Group rotation remains the norm but losers are starting to fall away from the pack, not good sign for those clinging to the bull market faith. Basic Materials was the worst sector, both from the April top and over the past two weeks, but the worst performing group as measured by relative strength is in the Consumer Goods sector. After 14 straight weeks in the top ten group list, most recently the week ended April 6, 2010, Consumer Electronics takes the honor, off the most over the past month and topping the worst list for the past two weeks. Real Estate Development and Home Construction, off the top ten list since the week ended February 19, were among the ten worst performing groups over the past month but haven’t yet reached the bottom ten group list.

SPDR Gold Trust ETF (GLD) – Daily Equivolume (Source: StockCharts.com)

In other markets, gold is outperforming virtually all currencies, back near its highs despite strength in the dollar and I plan to stick with long positions until the market proves otherwise. Flight-to-safety buying is propelling long-term government bonds and I still think it makes sense to short that market once stocks confirm an intermediate-term low is in place.

Barclays 20-yr+ Treasury ETF (TLT) – Daily (Source: StockCharts.com)

We’ll want to keep our eyes on money supply charts, particularly the relationship between M2 and M3, the broadest measure including Treasury repos and institutional money funds. The Federal Reserve discontinued releasing M3 data in 2006 but other parties keep up the data, including Capital Economics whose chart is shown here. The M3 decline most likely reflects institutional money flowing to Europe on top of the slowdown in lending but it bears watching for insight into deflationary pressures.

Money Supply Aggregates including M3 (Source: Federal Reserve & Capital Economics)

Harmonic Preview:

(Higher Probability SPX Turning Point or Acceleration Days)

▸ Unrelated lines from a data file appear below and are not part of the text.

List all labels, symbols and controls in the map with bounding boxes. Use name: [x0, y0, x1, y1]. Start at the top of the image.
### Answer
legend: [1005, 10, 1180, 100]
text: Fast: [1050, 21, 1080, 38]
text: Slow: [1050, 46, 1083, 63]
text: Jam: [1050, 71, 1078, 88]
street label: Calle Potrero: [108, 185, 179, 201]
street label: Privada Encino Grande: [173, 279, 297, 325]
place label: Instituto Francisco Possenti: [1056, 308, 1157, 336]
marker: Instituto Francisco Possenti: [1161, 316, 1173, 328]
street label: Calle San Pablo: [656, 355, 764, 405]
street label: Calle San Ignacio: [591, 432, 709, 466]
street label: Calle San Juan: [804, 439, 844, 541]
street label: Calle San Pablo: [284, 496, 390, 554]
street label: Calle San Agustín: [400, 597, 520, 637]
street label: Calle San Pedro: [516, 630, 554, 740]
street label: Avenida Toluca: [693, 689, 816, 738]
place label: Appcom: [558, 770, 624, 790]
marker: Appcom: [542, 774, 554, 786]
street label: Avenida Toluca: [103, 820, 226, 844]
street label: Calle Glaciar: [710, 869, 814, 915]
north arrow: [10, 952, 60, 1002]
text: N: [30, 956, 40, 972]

May 27                 (Thursday)

June 2                    (Wednesday)

Jun 11                    (Friday)

June 14*              (Monday)

June 25                 (Friday)

  • An asterisk denotes a dynamic SPX price square in time; different factors account for the other dates.

Stocks have already peeled off more than $1.6 trillion of market value. What happens to consumer spending if and house home prices follow the bear market down. It’s too late for good policy choices and it’s tough to imagine Helicopter Ben and TurboTax Time jamming through another simulative spending package.

Conclusion:

If the May 25 low (SPX-1040.78) doesn’t hold, I suspect the low isn’t far away in either price or time but that’s bias, educated or not The next support level is around the early November 2009 low (1029.38) and the October 2009 low (1019.75) under that. Once an intermediate-term low is put in place and confirmed, my recommended plan is to initiate long positions (appropriately sized for a counter-trend move) in exchange traded funds tied to the SPX and the relatively better acting Nasdaq 100 (NDX). Once the initial reflex rally runs its course, the plan is to put on new short positions, holding on through secondary rallies until the bear market runs its course.

The information contained herein is based on sources that William Gibson deems to be reliable but is neither all-inclusive nor guaranteed for accuracy by Mr. Gibson and may be incomplete or condensed. The information and its opinions are subject to change without notice and are for general information only. Past performance is not a guide or guarantee of future performance. The information contained in this report may not be published, broadcast, rewritten or otherwise distributed without consent from William Gibson.